__What needs to be done__.
Would you please give the entries again word for word, with no images in your copy?

[Stored data entries]
—————
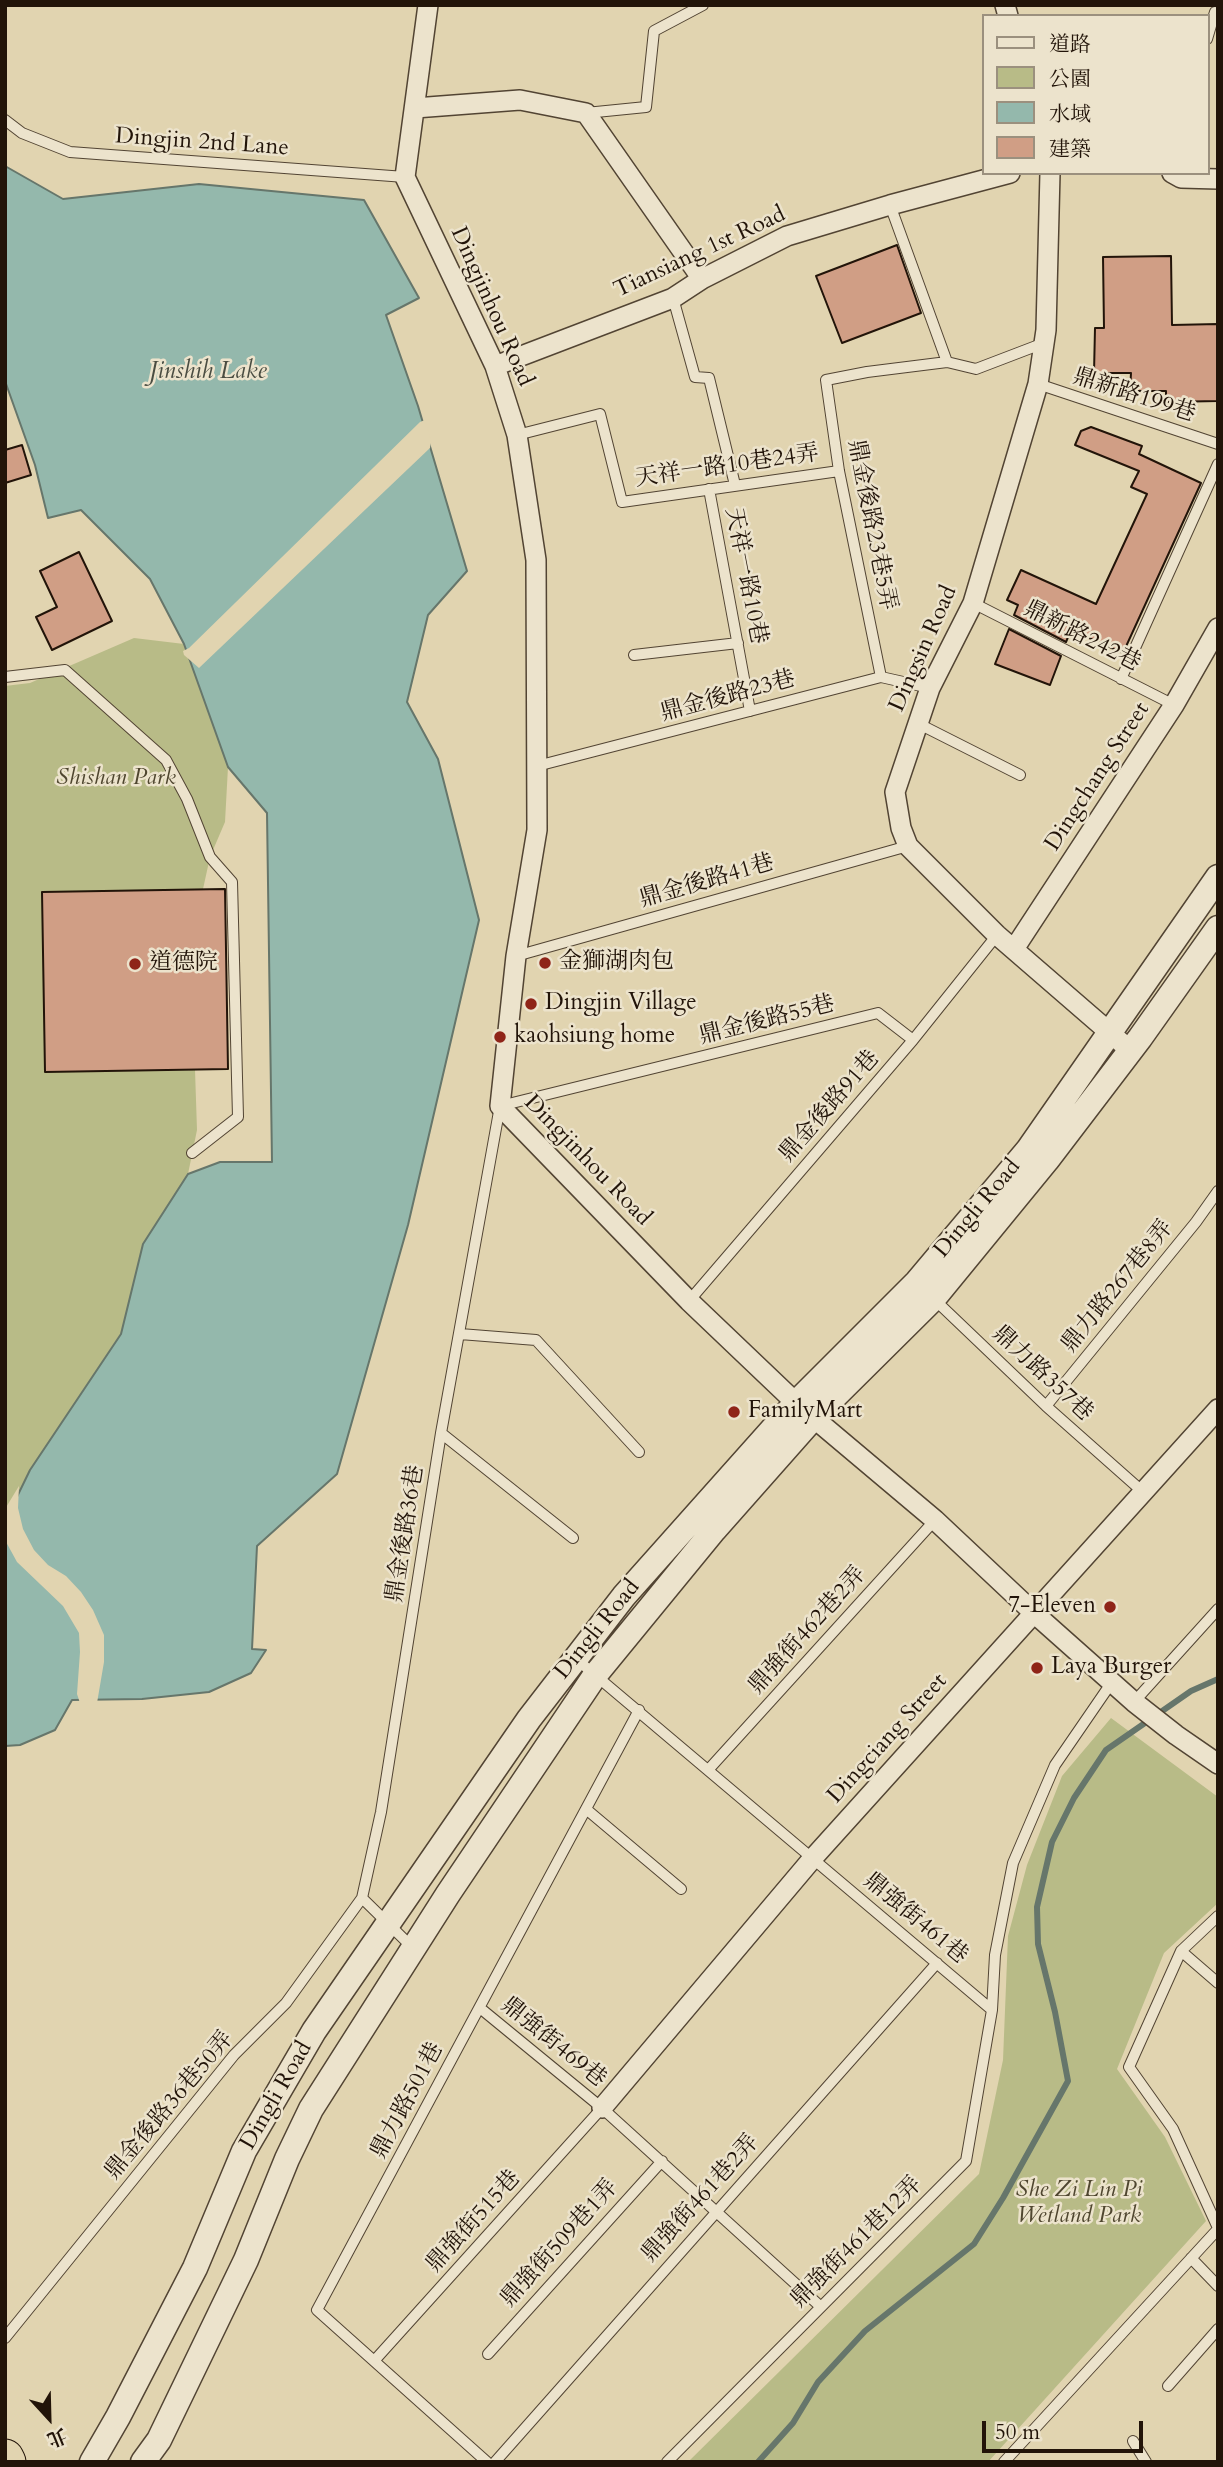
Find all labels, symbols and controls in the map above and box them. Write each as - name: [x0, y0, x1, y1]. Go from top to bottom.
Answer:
- legend: [982, 14, 1209, 175]
- text: 道路: [1049, 30, 1091, 59]
- text: 公園: [1049, 65, 1091, 94]
- text: 水域: [1049, 100, 1091, 129]
- street label: Dingjin 2nd Lane: [114, 123, 290, 163]
- text: 建築: [1049, 135, 1091, 164]
- street label: Tiansiang 1st Road: [610, 201, 790, 305]
- street label: Dingjinhou Road: [444, 223, 538, 391]
- water label: Jinshih Lake: [149, 358, 267, 386]
- street label: 鼎新路199巷: [1069, 363, 1199, 429]
- street label: 鼎金後路23巷5弄: [841, 437, 901, 613]
- street label: 天祥一路10巷24弄: [633, 440, 821, 494]
- street label: 天祥一路10巷: [718, 505, 772, 647]
- street label: Dingsin Road: [884, 582, 964, 716]
- street label: 鼎新路242巷: [1019, 596, 1145, 678]
- street label: 鼎金後路23巷: [658, 666, 798, 728]
- street label: Dingchang Street: [1040, 698, 1156, 856]
- park label: Shishan Park: [56, 765, 176, 793]
- street label: 鼎金後路41巷: [637, 850, 777, 914]
- place label: 金獅湖肉包: [559, 949, 674, 977]
- place label: 道德院: [149, 950, 218, 978]
- marker: 金獅湖肉包: [537, 955, 553, 971]
- marker: 道德院: [127, 956, 143, 972]
- place label: Dingjin Village: [545, 990, 697, 1018]
- street label: 鼎金後路55巷: [696, 991, 838, 1051]
- marker: Dingjin Village: [523, 996, 539, 1012]
- place label: kaohsiung home: [514, 1023, 675, 1051]
- marker: kaohsiung home: [492, 1029, 508, 1045]
- street label: 鼎金後路91巷: [774, 1046, 886, 1168]
- street label: Dingjinhou Road: [517, 1090, 657, 1232]
- street label: Dingli Road: [929, 1154, 1027, 1264]
- street label: 鼎力路267巷8弄: [1056, 1215, 1180, 1359]
- street label: 鼎力路357巷: [986, 1320, 1098, 1428]
- place label: FamilyMart: [748, 1398, 862, 1426]
- marker: FamilyMart: [726, 1404, 742, 1420]
- street label: 鼎金後路36巷: [382, 1463, 430, 1605]
- street label: 鼎強街462巷2弄: [744, 1562, 872, 1700]
- street label: Dingli Road: [549, 1575, 647, 1685]
- place label: 7-Eleven: [1008, 1593, 1096, 1621]
- marker: 7-Eleven: [1102, 1599, 1118, 1615]
- place label: Laya Burger: [1051, 1654, 1171, 1682]
- marker: Laya Burger: [1029, 1660, 1045, 1676]
- street label: Dingciang Street: [822, 1668, 954, 1810]
- street label: 鼎強街461巷: [857, 1868, 973, 1970]
- street label: 鼎強街469巷: [495, 1992, 611, 2094]
- street label: 鼎金後路36巷50弄: [100, 2026, 240, 2186]
- street label: Dingli Road: [235, 2037, 319, 2155]
- street label: 鼎力路501巷: [366, 2038, 450, 2164]
- street label: 鼎強街461巷2弄: [637, 2130, 765, 2268]
- street label: 鼎強街515巷: [421, 2165, 527, 2279]
- street label: 鼎強街461巷12弄: [786, 2172, 928, 2314]
- street label: 鼎強街509巷1弄: [496, 2175, 624, 2313]
- park label: She Zi Lin Pi Wetland Park: [1016, 2177, 1142, 2231]
- north arrow: [14, 2383, 84, 2453]
- scale bar: [985, 2408, 1146, 2452]
- text: 50 m: [995, 2418, 1040, 2447]
- text: 北: [43, 2422, 71, 2453]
—————
__Written solution__.
Find all labels, symbols and controls in the map above and box them. Write each as - name: [x0, y0, x1, y1]. Go from top to bottom.
Answer:
- legend: [982, 14, 1209, 175]
- text: 道路: [1049, 30, 1091, 59]
- text: 公園: [1049, 65, 1091, 94]
- text: 水域: [1049, 100, 1091, 129]
- street label: Dingjin 2nd Lane: [114, 123, 290, 163]
- text: 建築: [1049, 135, 1091, 164]
- street label: Tiansiang 1st Road: [610, 201, 790, 305]
- street label: Dingjinhou Road: [444, 223, 538, 391]
- water label: Jinshih Lake: [149, 358, 267, 386]
- street label: 鼎新路199巷: [1069, 363, 1199, 429]
- street label: 鼎金後路23巷5弄: [841, 437, 901, 613]
- street label: 天祥一路10巷24弄: [633, 440, 821, 494]
- street label: 天祥一路10巷: [718, 505, 772, 647]
- street label: Dingsin Road: [884, 582, 964, 716]
- street label: 鼎新路242巷: [1019, 596, 1145, 678]
- street label: 鼎金後路23巷: [658, 666, 798, 728]
- street label: Dingchang Street: [1040, 698, 1156, 856]
- park label: Shishan Park: [56, 765, 176, 793]
- street label: 鼎金後路41巷: [637, 850, 777, 914]
- place label: 金獅湖肉包: [559, 949, 674, 977]
- place label: 道德院: [149, 950, 218, 978]
- marker: 金獅湖肉包: [537, 955, 553, 971]
- marker: 道德院: [127, 956, 143, 972]
- place label: Dingjin Village: [545, 990, 697, 1018]
- street label: 鼎金後路55巷: [696, 991, 838, 1051]
- marker: Dingjin Village: [523, 996, 539, 1012]
- place label: kaohsiung home: [514, 1023, 675, 1051]
- marker: kaohsiung home: [492, 1029, 508, 1045]
- street label: 鼎金後路91巷: [774, 1046, 886, 1168]
- street label: Dingjinhou Road: [517, 1090, 657, 1232]
- street label: Dingli Road: [929, 1154, 1027, 1264]
- street label: 鼎力路267巷8弄: [1056, 1215, 1180, 1359]
- street label: 鼎力路357巷: [986, 1320, 1098, 1428]
- place label: FamilyMart: [748, 1398, 862, 1426]
- marker: FamilyMart: [726, 1404, 742, 1420]
- street label: 鼎金後路36巷: [382, 1463, 430, 1605]
- street label: 鼎強街462巷2弄: [744, 1562, 872, 1700]
- street label: Dingli Road: [549, 1575, 647, 1685]
- place label: 7-Eleven: [1008, 1593, 1096, 1621]
- marker: 7-Eleven: [1102, 1599, 1118, 1615]
- place label: Laya Burger: [1051, 1654, 1171, 1682]
- marker: Laya Burger: [1029, 1660, 1045, 1676]
- street label: Dingciang Street: [822, 1668, 954, 1810]
- street label: 鼎強街461巷: [857, 1868, 973, 1970]
- street label: 鼎強街469巷: [495, 1992, 611, 2094]
- street label: 鼎金後路36巷50弄: [100, 2026, 240, 2186]
- street label: Dingli Road: [235, 2037, 319, 2155]
- street label: 鼎力路501巷: [366, 2038, 450, 2164]
- street label: 鼎強街461巷2弄: [637, 2130, 765, 2268]
- street label: 鼎強街515巷: [421, 2165, 527, 2279]
- street label: 鼎強街461巷12弄: [786, 2172, 928, 2314]
- street label: 鼎強街509巷1弄: [496, 2175, 624, 2313]
- park label: She Zi Lin Pi Wetland Park: [1016, 2177, 1142, 2231]
- north arrow: [14, 2383, 84, 2453]
- scale bar: [985, 2408, 1146, 2452]
- text: 50 m: [995, 2418, 1040, 2447]
- text: 北: [43, 2422, 71, 2453]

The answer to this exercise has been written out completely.